State house and senate in Democratic hands, while Kentucky governor vote too close to call
Democrats have taken full control of the legislature in Virginia for the first time in more than two decades as a hotly contested governor’s race in Kentucky remained too close to call, in elections that will be seen as a blow to the president, Donald Trump.
In Kentucky, the Democratic challenger, Andy Beshear, declared victory even as the Republican incumbent, Matt Bevin, refused to concede.
In Virginia, Democrats won both the state house and state senate, with suburban voters turning out in big numbers to back Democratic candidates, continuing a trend of flipping districts that were once GOP-friendly.
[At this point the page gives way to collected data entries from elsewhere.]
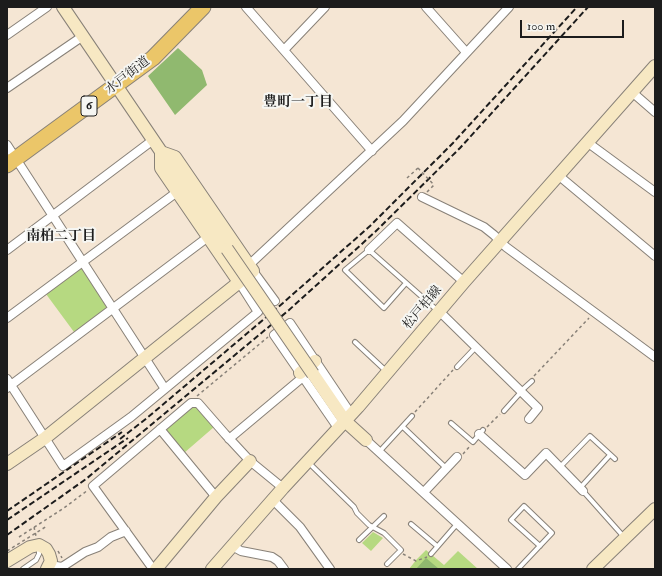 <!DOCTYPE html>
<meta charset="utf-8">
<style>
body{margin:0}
#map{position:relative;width:662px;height:576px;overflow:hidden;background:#f5e6d4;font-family:"IM FELL Double Pica",serif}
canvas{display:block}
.frame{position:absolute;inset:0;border:8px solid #1c1c1c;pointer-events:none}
.scale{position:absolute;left:520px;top:20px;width:104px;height:18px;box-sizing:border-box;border:2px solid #1c1c1c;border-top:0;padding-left:5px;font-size:12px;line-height:14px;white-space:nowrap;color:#1c1c1c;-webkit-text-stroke:3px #f6f6f2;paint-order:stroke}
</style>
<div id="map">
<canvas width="662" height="576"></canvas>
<div class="frame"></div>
<div class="scale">100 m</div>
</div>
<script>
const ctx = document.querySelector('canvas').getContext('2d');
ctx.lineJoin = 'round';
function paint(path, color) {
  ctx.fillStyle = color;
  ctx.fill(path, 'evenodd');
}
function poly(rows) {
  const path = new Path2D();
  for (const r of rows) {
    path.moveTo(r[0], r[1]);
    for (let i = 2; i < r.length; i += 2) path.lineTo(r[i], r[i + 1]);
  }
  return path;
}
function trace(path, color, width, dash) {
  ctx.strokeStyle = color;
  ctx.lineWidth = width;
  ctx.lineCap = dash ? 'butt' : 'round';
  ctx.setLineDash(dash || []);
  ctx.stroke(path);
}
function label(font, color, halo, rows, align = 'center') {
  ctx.font = font + ' "IM FELL Double Pica","Noto Serif JP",serif';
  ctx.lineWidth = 4;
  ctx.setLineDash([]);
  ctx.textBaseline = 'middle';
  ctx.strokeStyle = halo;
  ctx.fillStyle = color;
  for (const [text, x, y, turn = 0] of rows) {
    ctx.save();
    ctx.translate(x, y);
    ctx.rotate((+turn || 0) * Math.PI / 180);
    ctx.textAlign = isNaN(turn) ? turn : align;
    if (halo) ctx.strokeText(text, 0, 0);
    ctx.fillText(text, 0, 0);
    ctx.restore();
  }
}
paint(poly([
 [79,268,83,269,106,305,106,309,74,332,46,294],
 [193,405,197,406,214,427,184,453,166,431,166,428],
 [373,532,383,538,371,551,362,543],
 [426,550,444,565,458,551,478,569,409,569,417,559]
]), '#b6d981');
paint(poly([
 [178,48,202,70,207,85,175,115,148,76],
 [426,558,439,569,416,569]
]), '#90b96f');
const lane = poly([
 [406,283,384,308,345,270,369,250,438,311],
 [355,342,386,371],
 [457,367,475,348],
 [521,391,532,381],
 [504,411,521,392],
 [451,423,473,442,483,430],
 [403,427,446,468],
 [380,451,412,416],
 [309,463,354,507,357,513,369,525,384,533,401,550,387,564],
 [560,467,590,436,615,459],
 [580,488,610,455],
 [583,491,624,537],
 [411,524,437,546],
 [359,540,384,516],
 [431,554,457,524],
 [23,569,36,560,39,554,39,547],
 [518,569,552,533,524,506,511,520,540,546]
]);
const street = poly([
 [246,7,372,151],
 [426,7,466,52],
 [7,35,47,7],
 [284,50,325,7],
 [7,88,83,36],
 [632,92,655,112],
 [587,142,655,192],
 [7,145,165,389],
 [558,175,655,256],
 [422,197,484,227,494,235,506,247,655,357],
 [7,250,153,140],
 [369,250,397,223,464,282],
 [249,265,403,121,509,7],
 [253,271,275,301],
 [439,311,538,408,529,419],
 [7,318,177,192],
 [7,379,63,466,131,417,258,312,239,282],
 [7,388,208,237],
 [338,428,274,335,290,323,351,414],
 [160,429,216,497],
 [479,434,525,475,546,453,583,491],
 [229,439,303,377],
 [366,440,507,569],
 [424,492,457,457],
 [273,500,300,527,330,569],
 [232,546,241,551,272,557,278,561,284,569],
 [50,565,62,567,85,552,98,547,111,537,126,531],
 [153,569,93,486,191,403,198,403,225,434,250,461,283,488]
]);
const secondary = poly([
 [63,7,227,249],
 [300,373,315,361],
 [313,374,345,421,366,440],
 [7,464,45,438,253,271,175,157,161,152,161,168,239,282],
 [7,561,30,547,39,545,46,549,49,554,51,561,47,569],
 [156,569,216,497,250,461],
 [212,569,283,488,358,407,464,282,655,66],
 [593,569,655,509]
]);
const highway = poly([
 [7,165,153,58,203,7]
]);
trace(lane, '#888178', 6);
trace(street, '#888178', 10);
trace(secondary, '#888178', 14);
trace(highway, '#888178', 17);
trace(poly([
 [407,178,418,168],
 [427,192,434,185],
 [534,376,589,318],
 [197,396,268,337],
 [415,412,453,370],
 [487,427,500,414],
 [463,454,470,446],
 [34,527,36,536],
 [19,537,64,508,88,490],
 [58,551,62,558],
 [403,554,416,561,427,557]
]), '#888178', 1.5, [3, 3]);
trace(lane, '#fff', 4);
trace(street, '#fff', 8);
trace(secondary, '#f7e8c3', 12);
trace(highway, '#ebc669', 15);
trace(poly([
 [120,439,147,418,283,303,370,226,453,143,577,7],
 [7,511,122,432],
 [7,520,128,438],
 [7,535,86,479,289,310,375,232,460,148,588,7]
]), '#1c1c1c', 2, [6, 3]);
const secondaryBridge = poly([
 [227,249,313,374]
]);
trace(secondaryBridge, '#888178', 14, []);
trace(poly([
 [418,168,434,185],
 [7,551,47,526]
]), '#888178', 1.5, [3, 3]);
trace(secondaryBridge, '#f7e8c3', 12);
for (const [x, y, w] of [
 [89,106,16]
]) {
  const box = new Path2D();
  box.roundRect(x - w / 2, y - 10, w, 20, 3);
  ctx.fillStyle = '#f6f6f2';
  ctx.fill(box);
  trace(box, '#1c1c1c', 1);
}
label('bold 12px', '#1c1c1c', null, [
 ["6",89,106]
]);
label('13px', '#1c1c1c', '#f6f6f2', [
 ["水戸街道",128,76,-38],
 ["松戸柏線",423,308,-50]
]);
label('bold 14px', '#1c1c1c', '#f6f6f2', [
 ["豊町一丁目",298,103],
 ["南柏二丁目",61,237]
]);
</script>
Democratic pickups in Virginia occurred in Washington and Richmond suburbs that already had trended in the party’s direction in recent years.
“I’m here to officially declare today, November 5 2019, that Virginia is officially blue,” the Democratic governor, Ralph Northam, told a crowd of supporters in Richmond.
Beshear declared himself the winner in Kentucky after securing 49.2% of the vote to Bevin’s 48.8%, telling voters that his performance was a message that elections were still about “right versus wrong” instead of right versus left. As of late Tuesday night, Beshear led Bevin by a margin of more than 5,000 votes.
But Bevin, who took the stage at the Republican party across town, called it a “close, close race” and said he was not conceding “by any stretch”. “We want the process to be followed, and there is a process,” he said.
Bevin, who was elected in 2015, had portrayed the election as a referendum on Trump, who stumped for the governor at a rally in Kentucky on Monday night and called Beshear “too liberal, too extreme and too dangerous”.
At the rally, Trump told the crowd: “If you lose, it sends a really bad message … you can’t let that happen to me.”